Aligning with Human Preference
For open-ended chat, there is usually no single correct answer. The key challenge is reward design.
Instead of a rule-based verifier, RLHF uses human preference data:
- Supervised fine-tuning: train an instruction-following model on high-quality prompt-response examples.
- Reward modeling: train a reward model to predict which response humans prefer.
- RL optimization: optimize the language model to maximize the reward model’s score, usually with PPO or a related policy-optimization method.
Reward Modeling
A reward model assigns a scalar score:
\[ r_\phi(x, y) \]
It is commonly trained from preference pairs:
- \(y_+\): the response preferred by a human.
- \(y_-\): the less preferred response.
The pairwise preference loss is:
\[ \mathcal{L}_{\text{RM}} = - \sum_{(x, y_+, y_-) \in D} \log \sigma \left( r_\phi(x, y_+) - r_\phi(x, y_-) \right) \]

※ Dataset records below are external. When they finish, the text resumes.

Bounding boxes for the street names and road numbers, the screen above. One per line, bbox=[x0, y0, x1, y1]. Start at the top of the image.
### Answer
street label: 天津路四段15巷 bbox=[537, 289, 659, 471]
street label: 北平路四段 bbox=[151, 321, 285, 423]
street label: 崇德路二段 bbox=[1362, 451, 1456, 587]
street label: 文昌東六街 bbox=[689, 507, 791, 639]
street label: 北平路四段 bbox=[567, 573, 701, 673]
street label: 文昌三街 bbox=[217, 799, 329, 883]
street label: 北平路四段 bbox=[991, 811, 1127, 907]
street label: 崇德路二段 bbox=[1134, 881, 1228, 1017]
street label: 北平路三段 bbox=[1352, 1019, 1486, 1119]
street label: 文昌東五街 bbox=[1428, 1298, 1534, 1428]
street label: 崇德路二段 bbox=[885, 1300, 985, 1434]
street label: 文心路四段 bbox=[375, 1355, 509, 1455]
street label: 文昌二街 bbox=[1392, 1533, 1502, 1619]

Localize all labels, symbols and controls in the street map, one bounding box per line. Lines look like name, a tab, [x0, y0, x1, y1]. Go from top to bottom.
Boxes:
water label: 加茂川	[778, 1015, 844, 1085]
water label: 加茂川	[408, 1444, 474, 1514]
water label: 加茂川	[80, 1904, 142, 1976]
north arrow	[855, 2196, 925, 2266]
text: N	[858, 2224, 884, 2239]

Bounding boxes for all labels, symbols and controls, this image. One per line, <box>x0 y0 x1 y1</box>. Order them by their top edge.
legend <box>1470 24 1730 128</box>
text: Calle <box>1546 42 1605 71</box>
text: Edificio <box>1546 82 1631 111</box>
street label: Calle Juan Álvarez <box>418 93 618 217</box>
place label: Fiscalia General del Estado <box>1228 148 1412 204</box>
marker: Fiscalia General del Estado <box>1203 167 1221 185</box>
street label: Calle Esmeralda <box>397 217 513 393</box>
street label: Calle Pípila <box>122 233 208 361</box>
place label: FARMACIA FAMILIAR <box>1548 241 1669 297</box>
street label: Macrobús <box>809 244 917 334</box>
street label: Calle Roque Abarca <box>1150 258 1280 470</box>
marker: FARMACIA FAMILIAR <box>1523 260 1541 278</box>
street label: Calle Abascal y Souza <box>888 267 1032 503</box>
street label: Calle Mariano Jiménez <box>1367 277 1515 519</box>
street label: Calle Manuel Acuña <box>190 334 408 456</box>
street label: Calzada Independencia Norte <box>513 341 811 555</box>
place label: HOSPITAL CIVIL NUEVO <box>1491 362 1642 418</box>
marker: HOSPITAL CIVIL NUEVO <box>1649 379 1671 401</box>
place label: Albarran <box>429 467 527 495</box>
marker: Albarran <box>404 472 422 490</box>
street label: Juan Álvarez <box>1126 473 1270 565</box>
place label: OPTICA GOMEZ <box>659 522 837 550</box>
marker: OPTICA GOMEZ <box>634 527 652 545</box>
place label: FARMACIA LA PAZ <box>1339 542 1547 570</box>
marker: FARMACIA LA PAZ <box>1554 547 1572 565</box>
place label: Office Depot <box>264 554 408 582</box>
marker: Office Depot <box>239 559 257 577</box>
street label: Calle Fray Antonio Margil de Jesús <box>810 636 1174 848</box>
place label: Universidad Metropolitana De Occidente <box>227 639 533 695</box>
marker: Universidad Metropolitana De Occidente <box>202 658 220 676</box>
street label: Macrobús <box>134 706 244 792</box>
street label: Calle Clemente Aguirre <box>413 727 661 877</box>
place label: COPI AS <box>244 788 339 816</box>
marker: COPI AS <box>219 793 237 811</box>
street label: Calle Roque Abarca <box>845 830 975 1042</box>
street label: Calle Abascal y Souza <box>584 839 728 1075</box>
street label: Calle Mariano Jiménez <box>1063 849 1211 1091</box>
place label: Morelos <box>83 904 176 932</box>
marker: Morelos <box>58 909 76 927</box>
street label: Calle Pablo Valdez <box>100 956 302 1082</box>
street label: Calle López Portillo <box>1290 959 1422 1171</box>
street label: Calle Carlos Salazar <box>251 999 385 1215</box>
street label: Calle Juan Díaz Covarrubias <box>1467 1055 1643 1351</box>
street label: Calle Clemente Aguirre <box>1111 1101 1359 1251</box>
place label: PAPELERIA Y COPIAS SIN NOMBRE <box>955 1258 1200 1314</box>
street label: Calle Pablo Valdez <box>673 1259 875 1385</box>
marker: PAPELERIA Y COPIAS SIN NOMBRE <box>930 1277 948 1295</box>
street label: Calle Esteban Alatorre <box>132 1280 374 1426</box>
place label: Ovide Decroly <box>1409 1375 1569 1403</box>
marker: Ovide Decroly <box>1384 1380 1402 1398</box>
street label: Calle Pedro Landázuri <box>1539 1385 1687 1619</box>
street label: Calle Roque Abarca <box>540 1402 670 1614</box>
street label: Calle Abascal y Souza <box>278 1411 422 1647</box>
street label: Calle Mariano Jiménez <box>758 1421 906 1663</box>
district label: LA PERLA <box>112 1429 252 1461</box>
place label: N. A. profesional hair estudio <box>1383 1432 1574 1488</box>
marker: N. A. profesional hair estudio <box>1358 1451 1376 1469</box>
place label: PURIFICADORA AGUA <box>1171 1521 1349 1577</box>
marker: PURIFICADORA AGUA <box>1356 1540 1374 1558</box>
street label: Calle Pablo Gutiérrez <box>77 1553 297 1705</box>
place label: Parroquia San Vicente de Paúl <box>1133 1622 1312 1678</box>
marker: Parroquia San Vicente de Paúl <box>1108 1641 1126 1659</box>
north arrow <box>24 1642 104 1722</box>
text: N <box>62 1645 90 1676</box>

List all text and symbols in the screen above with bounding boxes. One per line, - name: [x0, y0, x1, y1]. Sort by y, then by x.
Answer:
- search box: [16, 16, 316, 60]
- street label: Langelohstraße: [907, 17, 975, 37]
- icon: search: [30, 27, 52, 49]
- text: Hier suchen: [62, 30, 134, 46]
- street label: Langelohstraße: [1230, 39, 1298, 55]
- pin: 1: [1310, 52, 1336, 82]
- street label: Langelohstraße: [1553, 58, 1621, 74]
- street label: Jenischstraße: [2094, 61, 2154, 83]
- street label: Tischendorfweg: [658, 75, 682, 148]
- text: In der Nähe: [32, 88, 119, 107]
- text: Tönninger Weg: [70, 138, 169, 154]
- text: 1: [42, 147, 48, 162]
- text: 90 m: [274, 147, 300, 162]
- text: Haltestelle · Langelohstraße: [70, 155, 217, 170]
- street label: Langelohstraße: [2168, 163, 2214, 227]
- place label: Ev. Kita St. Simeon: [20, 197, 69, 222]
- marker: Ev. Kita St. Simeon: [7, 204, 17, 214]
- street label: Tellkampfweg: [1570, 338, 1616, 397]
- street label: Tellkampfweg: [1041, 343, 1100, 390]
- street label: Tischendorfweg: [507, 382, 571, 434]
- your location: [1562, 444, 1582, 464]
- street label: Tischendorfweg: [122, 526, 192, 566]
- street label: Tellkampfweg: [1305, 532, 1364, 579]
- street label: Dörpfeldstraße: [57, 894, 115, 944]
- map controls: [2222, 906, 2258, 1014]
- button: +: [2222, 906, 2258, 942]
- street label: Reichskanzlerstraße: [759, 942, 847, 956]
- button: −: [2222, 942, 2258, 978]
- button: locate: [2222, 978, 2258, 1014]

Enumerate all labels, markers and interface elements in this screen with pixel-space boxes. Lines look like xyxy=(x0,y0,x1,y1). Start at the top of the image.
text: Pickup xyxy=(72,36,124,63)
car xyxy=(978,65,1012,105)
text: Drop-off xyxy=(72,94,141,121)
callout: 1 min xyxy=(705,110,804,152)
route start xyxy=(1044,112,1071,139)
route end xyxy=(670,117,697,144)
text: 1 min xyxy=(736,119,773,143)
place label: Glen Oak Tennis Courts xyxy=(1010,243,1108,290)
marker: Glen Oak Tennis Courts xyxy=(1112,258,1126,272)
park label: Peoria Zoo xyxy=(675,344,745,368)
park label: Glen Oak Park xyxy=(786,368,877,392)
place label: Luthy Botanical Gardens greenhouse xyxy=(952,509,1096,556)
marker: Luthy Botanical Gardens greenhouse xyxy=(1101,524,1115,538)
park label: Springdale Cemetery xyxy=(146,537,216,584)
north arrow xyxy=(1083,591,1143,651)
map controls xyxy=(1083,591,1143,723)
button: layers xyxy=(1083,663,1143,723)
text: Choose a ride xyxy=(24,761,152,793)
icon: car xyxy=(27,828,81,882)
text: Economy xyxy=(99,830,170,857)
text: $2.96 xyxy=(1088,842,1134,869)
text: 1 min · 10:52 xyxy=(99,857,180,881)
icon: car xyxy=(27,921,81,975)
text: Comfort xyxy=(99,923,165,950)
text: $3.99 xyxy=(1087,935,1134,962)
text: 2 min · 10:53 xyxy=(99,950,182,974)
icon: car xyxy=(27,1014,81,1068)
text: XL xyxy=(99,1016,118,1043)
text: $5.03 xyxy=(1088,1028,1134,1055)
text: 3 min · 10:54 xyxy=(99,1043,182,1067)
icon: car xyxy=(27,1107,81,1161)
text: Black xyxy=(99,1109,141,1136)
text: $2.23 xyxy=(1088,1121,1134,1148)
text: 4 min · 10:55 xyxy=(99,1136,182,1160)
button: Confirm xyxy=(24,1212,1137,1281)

The model learns to give higher scores to preferred responses than to rejected responses.
Reward Hacking
Reward hacking happens when the model finds a way to maximize the reward without actually solving the intended task.
Examples:
- A model exploits a formatting rule without producing a useful answer.
- A model repeats phrases that the reward model tends to like.
- A model becomes overly cautious or refusal-prone because that pattern scores well.
This is why the reward function and the stability constraints matter.
KL Divergence Constraint
RLHF usually includes a penalty that keeps the new policy close to a reference policy \(p_0\):
\[ \underset{\theta}{\arg\max}\; \mathbb{E}_{x,\,y \sim p_\theta} \left[ r(x, y) \right] - \beta D_{\mathrm{KL}} \left( p_\theta(\cdot \mid x) \;\Vert\; p_0(\cdot \mid x) \right) \]
The KL term acts as a constraint:
- Higher \(\beta\) keeps the model closer to the reference policy and improves stability.
- Lower \(\beta\) gives the model more freedom to optimize reward, but increases the risk of reward hacking or degraded language quality.
The practical goal is balance: improve the model with reward feedback without losing the useful behavior learned during pretraining and supervised fine-tuning.
Key Takeaway
RL for LLMs is less about discovering a long-horizon strategy in a physical environment and more about improving generation with feedback. The model samples text, receives a reward on the output, and updates its token probabilities through policy optimization. The hard parts are reward design, credit assignment, and keeping the model stable while it improves.